## How to complete this task:
Your task is to transcribe all of the data below exactly, omitting the images.

## Recorded information:
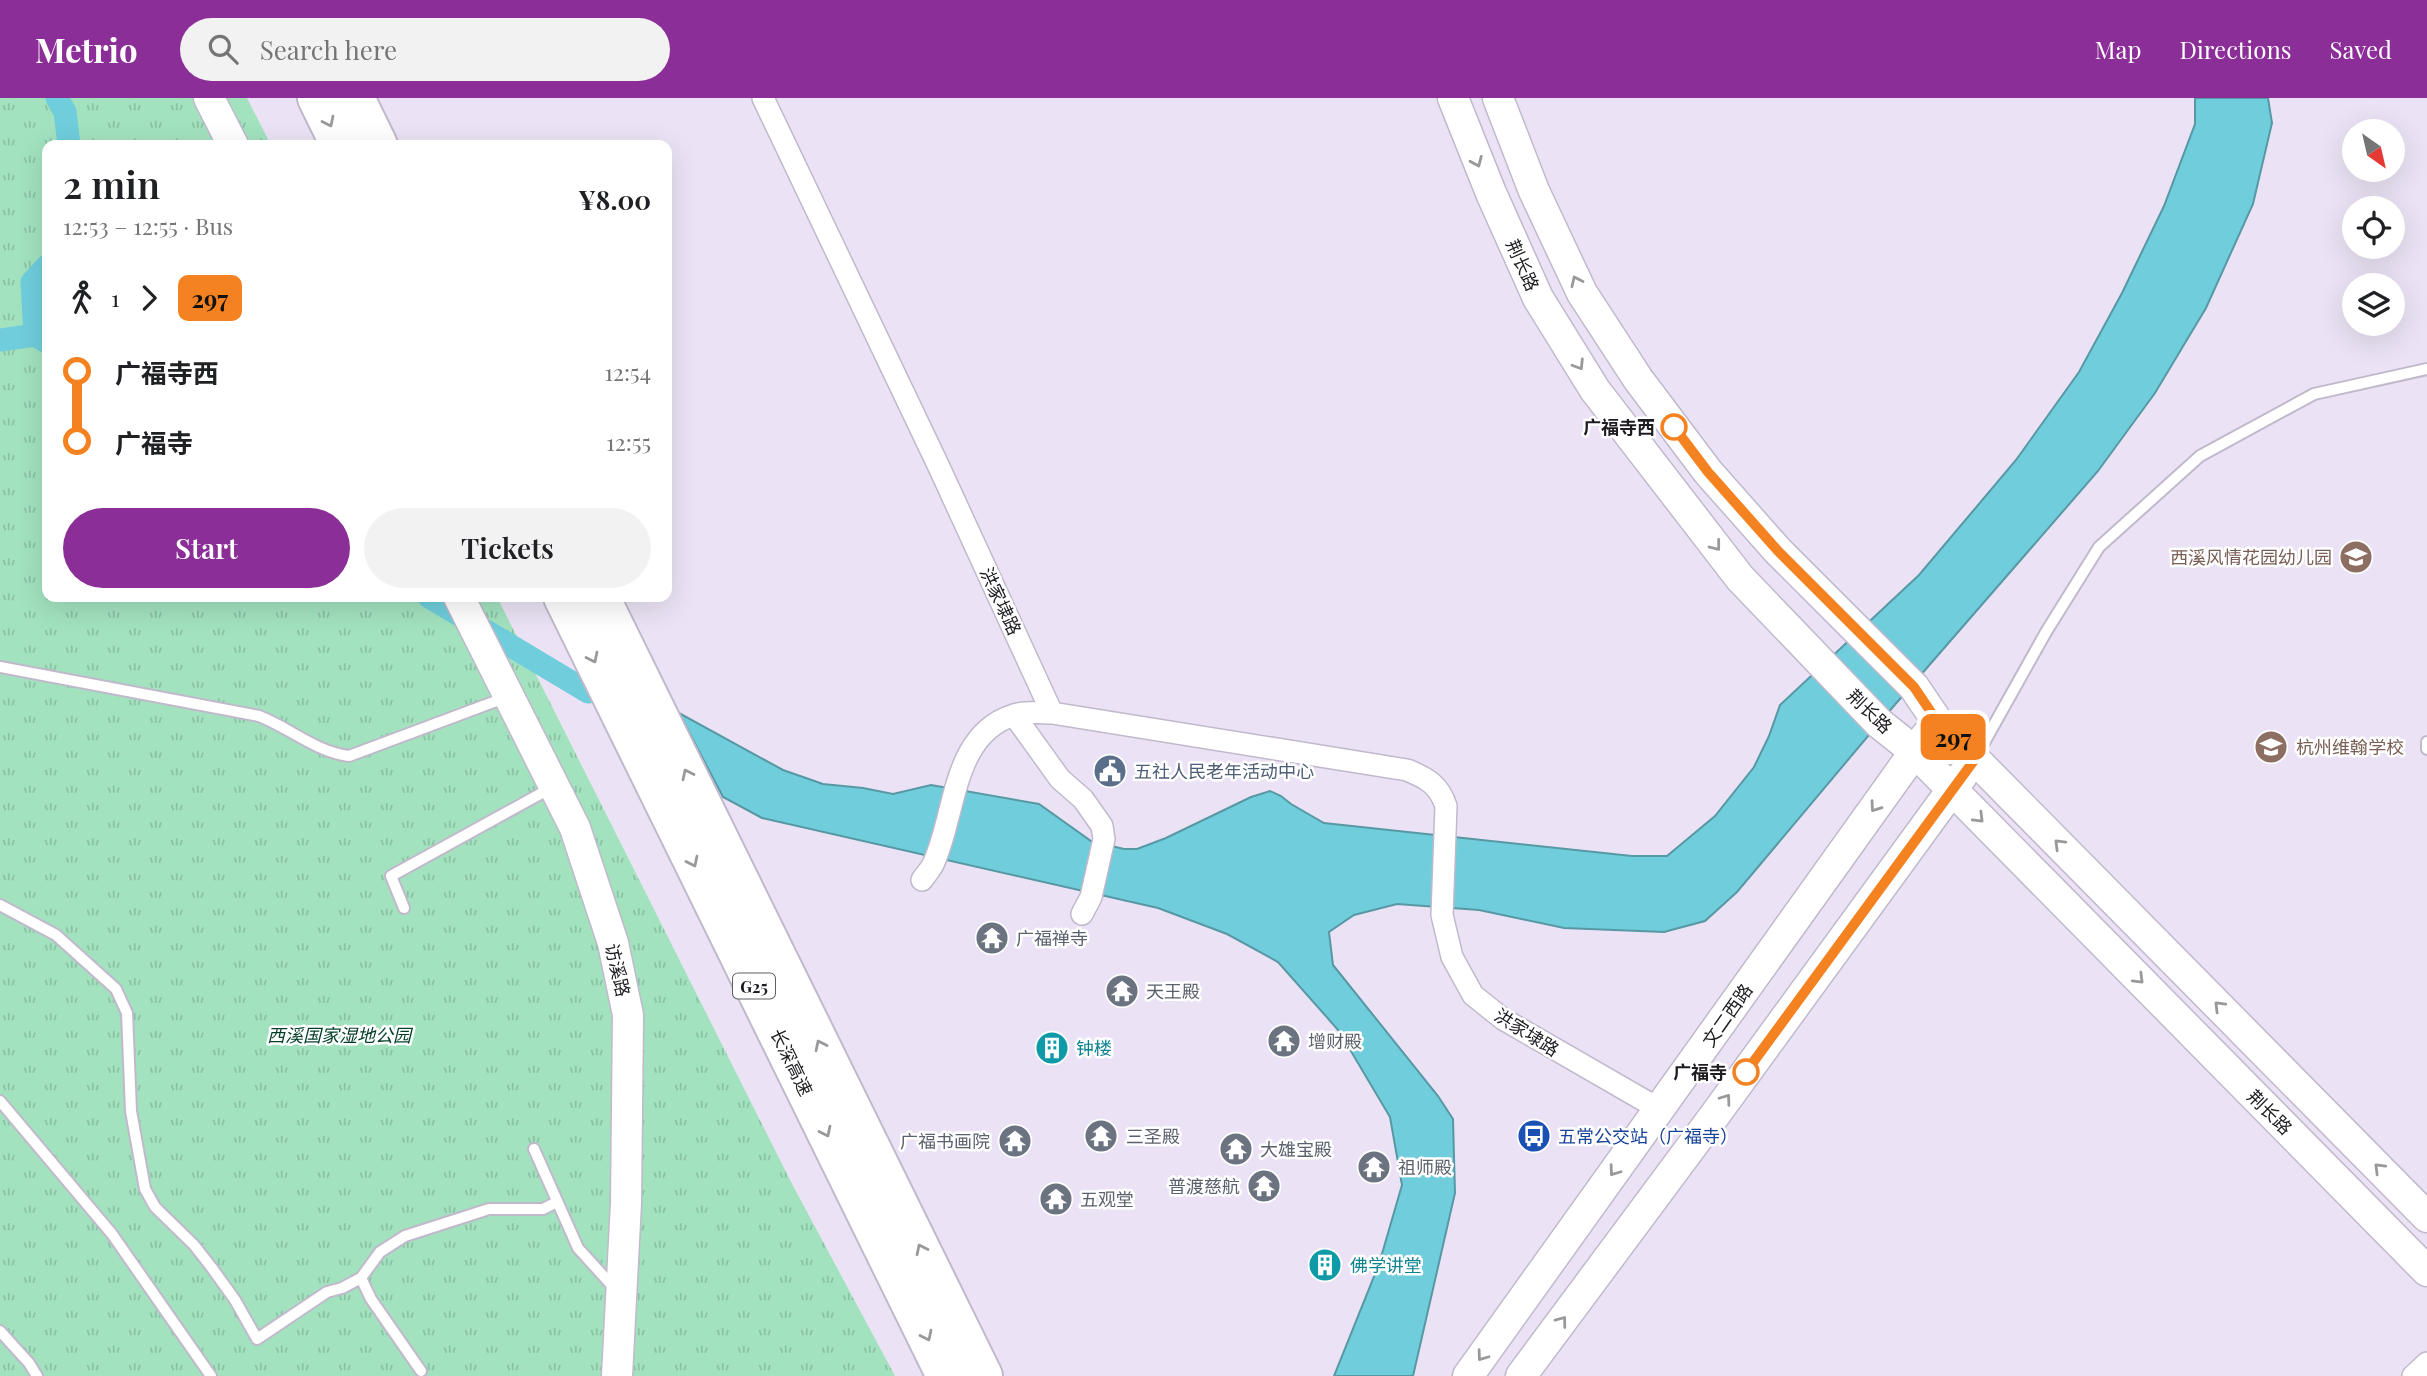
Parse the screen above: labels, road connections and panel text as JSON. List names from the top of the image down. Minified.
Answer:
{"streets":{"highway":["G25","长深高速"],"main road":["荆长路","访溪路","文二西路"],"street":["洪家埭路"]},"crossings":[["荆长路","文二西路"],["洪家埭路","文二西路"]],"parks":["西溪国家湿地公园"],"places":{"other":["广福寺西","广福寺"],"school or university":["西溪风情花园幼儿园","杭州维翰学校"],"public building":["五社人民老年活动中心"],"temple":["广福禅寺","天王殿","增财殿","三圣殿","广福书画院","大雄宝殿","祖师殿","普渡慈航","五观堂"],"building":["钟楼","佛学讲堂"],"bus stop":["五常公交站（广福寺）"]},"lines":["bus line 297"],"north":"bottom right","page":{"header":"Metrio","search":"Search here","nav":["Map","Directions","Saved"],"on_map":"297","heading":["2 min","12:53 – 12:55 · Bus","¥8.00"],"legs":["1","297"],"list":[{"name":"广福寺西","value":"12:54"},{"name":"广福寺","value":"12:55"}],"buttons":["Start","Tickets"]}}
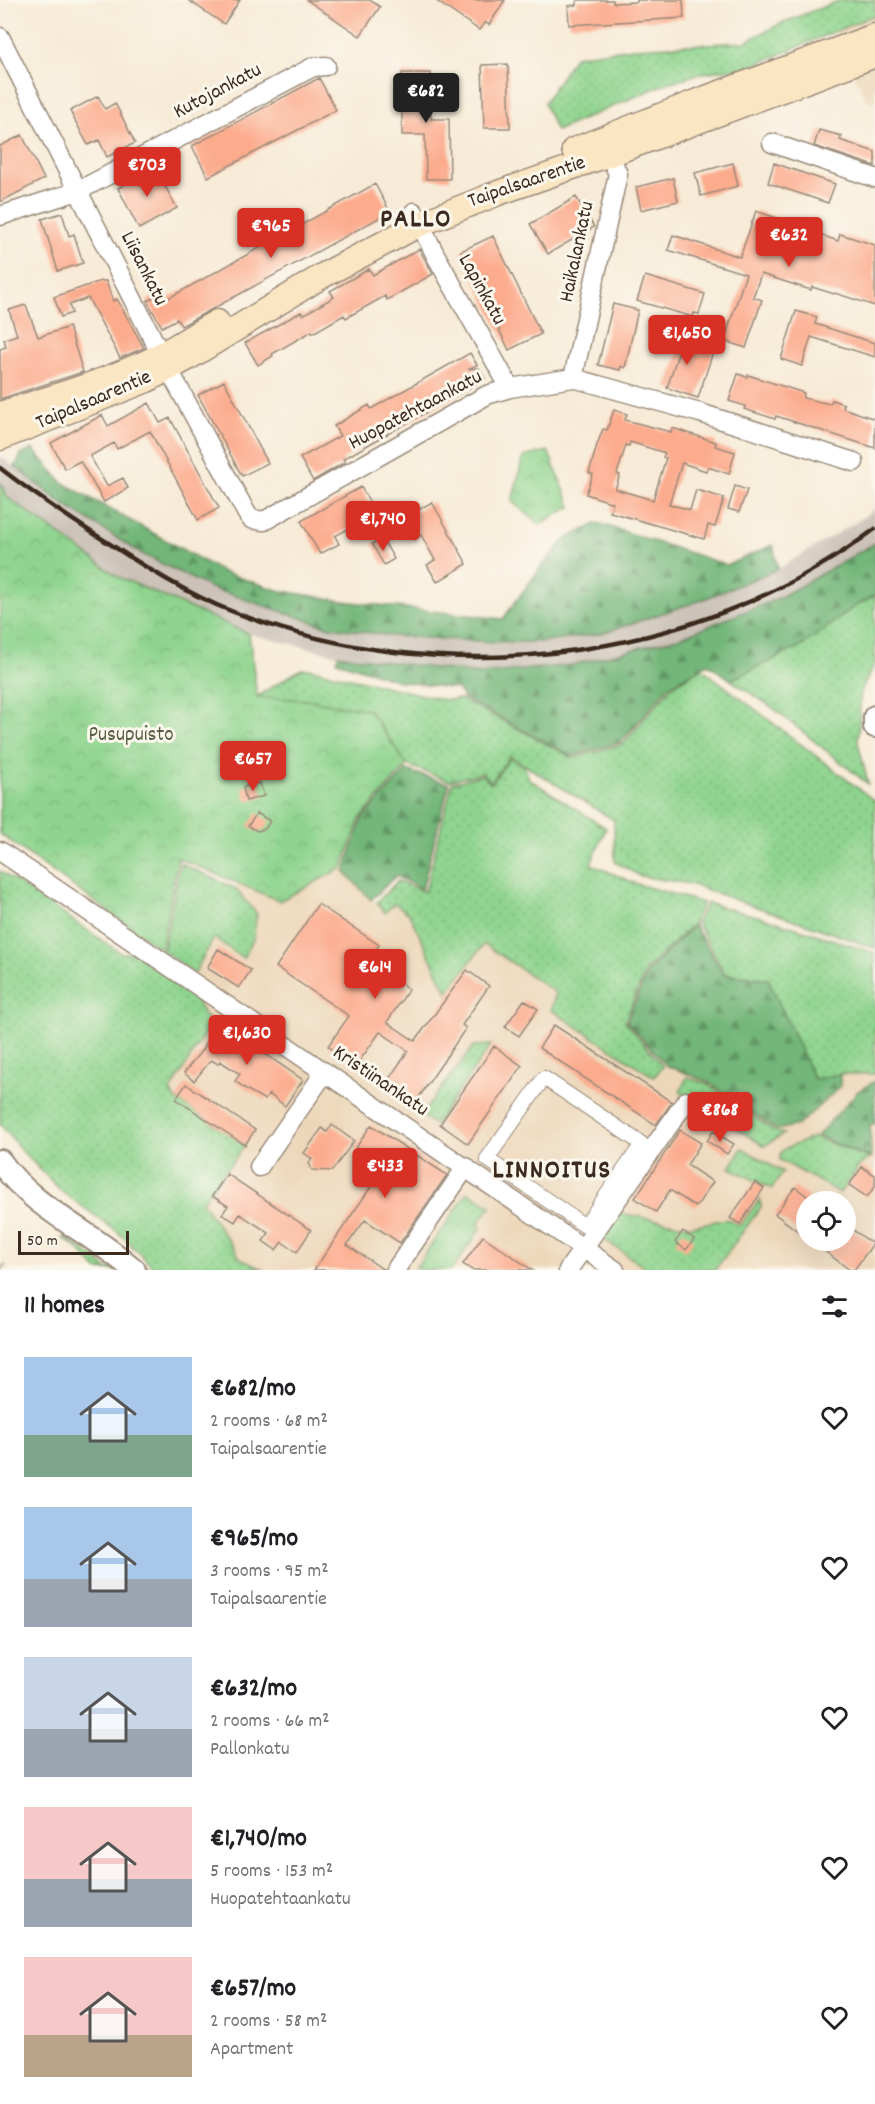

## Task answer:
Parse the screen above: labels, road connections and panel text as JSON. List names from the top of the image down. Minified.
Answer:
{"streets":{"highway":["G25","长深高速"],"main road":["荆长路","访溪路","文二西路"],"street":["洪家埭路"]},"crossings":[["荆长路","文二西路"],["洪家埭路","文二西路"]],"parks":["西溪国家湿地公园"],"places":{"other":["广福寺西","广福寺"],"school or university":["西溪风情花园幼儿园","杭州维翰学校"],"public building":["五社人民老年活动中心"],"temple":["广福禅寺","天王殿","增财殿","三圣殿","广福书画院","大雄宝殿","祖师殿","普渡慈航","五观堂"],"building":["钟楼","佛学讲堂"],"bus stop":["五常公交站（广福寺）"]},"lines":["bus line 297"],"north":"bottom right","page":{"header":"Metrio","search":"Search here","nav":["Map","Directions","Saved"],"on_map":"297","heading":["2 min","12:53 – 12:55 · Bus","¥8.00"],"legs":["1","297"],"list":[{"name":"广福寺西","value":"12:54"},{"name":"广福寺","value":"12:55"}],"buttons":["Start","Tickets"]}}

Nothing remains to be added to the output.